Goal of the exercise: What is the number of lines below that contain the word "Victoria"? Respond with that number alone.
____
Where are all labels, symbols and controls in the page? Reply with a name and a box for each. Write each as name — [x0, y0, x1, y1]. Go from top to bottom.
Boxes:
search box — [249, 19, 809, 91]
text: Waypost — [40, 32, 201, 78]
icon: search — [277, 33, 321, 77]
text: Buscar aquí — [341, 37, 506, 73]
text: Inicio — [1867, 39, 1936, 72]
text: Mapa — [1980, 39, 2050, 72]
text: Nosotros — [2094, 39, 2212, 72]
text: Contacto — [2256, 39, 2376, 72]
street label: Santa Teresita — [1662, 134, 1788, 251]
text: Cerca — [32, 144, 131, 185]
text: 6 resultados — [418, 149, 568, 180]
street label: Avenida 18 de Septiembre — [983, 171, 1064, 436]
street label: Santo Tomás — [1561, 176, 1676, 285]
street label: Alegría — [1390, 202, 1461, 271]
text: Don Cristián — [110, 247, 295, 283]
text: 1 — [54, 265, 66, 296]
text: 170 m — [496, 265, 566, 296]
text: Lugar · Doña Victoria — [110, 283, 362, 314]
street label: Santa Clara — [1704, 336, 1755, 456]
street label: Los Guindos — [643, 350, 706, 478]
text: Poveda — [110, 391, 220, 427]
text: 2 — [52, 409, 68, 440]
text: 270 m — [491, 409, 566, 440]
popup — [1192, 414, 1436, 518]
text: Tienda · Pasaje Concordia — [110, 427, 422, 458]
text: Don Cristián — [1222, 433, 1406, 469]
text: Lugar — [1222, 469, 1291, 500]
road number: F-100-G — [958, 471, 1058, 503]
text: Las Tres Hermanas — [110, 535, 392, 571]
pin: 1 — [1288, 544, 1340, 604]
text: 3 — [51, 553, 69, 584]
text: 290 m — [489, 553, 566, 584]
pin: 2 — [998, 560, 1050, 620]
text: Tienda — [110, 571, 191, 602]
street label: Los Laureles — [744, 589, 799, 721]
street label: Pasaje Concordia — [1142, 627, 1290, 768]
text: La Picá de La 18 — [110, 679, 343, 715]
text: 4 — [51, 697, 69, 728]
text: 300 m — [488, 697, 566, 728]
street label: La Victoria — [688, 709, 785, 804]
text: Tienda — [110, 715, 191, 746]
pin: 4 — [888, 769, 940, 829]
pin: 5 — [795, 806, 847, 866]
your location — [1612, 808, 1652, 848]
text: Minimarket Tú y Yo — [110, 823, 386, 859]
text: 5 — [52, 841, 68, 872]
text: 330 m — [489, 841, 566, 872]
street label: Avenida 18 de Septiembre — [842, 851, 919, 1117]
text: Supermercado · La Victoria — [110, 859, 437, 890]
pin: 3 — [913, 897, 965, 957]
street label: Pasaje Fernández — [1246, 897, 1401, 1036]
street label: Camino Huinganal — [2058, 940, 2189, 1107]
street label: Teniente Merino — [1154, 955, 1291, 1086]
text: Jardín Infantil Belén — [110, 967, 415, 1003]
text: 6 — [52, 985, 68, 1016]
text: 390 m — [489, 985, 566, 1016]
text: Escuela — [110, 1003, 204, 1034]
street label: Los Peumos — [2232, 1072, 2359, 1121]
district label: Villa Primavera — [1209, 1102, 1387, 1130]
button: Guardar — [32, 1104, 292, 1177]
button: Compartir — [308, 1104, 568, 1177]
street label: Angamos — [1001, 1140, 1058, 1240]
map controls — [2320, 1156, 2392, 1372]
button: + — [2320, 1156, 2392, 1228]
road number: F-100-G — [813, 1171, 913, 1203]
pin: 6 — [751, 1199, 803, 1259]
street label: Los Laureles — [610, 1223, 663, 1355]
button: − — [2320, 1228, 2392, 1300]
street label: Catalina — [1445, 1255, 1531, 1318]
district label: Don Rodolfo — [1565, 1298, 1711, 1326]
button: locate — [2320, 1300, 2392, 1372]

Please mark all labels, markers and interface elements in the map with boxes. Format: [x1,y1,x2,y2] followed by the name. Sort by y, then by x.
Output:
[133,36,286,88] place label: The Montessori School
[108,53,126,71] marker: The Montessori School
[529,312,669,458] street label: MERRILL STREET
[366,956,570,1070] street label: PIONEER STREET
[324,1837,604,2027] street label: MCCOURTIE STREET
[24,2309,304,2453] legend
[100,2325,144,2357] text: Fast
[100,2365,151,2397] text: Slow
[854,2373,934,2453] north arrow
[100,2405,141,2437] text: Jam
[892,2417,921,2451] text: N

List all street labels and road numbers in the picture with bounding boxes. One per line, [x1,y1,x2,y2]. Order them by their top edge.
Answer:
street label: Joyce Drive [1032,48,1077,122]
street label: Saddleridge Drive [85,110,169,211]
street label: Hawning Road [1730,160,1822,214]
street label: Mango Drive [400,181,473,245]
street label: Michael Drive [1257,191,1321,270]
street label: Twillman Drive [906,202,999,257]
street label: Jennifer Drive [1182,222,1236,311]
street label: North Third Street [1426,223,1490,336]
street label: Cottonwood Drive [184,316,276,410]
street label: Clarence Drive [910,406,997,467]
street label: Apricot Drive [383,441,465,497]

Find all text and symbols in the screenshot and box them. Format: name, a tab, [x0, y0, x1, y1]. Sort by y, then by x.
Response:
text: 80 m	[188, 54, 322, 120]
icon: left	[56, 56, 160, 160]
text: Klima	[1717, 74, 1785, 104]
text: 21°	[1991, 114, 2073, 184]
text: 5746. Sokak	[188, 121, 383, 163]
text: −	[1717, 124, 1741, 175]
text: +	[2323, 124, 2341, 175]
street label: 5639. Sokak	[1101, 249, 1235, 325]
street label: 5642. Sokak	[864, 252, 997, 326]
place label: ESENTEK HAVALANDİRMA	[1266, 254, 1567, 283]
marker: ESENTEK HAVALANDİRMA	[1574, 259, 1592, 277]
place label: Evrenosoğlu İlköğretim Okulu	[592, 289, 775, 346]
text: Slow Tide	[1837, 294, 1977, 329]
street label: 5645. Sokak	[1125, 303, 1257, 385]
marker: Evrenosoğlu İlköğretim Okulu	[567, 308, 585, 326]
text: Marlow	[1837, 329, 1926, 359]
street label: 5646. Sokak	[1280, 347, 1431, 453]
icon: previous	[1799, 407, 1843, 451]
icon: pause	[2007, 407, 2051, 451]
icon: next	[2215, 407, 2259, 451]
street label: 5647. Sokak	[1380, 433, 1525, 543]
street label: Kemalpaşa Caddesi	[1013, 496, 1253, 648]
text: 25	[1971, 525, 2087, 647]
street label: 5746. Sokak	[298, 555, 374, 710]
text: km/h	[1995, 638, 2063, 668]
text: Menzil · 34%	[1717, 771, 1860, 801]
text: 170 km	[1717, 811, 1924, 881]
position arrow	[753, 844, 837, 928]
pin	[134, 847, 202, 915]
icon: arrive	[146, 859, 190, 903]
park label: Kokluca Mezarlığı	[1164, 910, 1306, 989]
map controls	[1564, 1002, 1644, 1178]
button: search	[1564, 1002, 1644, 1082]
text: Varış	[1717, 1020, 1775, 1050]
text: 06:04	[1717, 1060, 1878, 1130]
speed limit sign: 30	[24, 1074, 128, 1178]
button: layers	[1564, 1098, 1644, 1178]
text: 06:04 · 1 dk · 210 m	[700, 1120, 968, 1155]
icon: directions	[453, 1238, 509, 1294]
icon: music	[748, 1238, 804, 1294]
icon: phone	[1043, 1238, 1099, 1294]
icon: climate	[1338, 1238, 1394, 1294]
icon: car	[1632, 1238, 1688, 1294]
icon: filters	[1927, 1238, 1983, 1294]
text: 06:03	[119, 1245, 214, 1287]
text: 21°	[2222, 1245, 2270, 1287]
____
Task solution: 3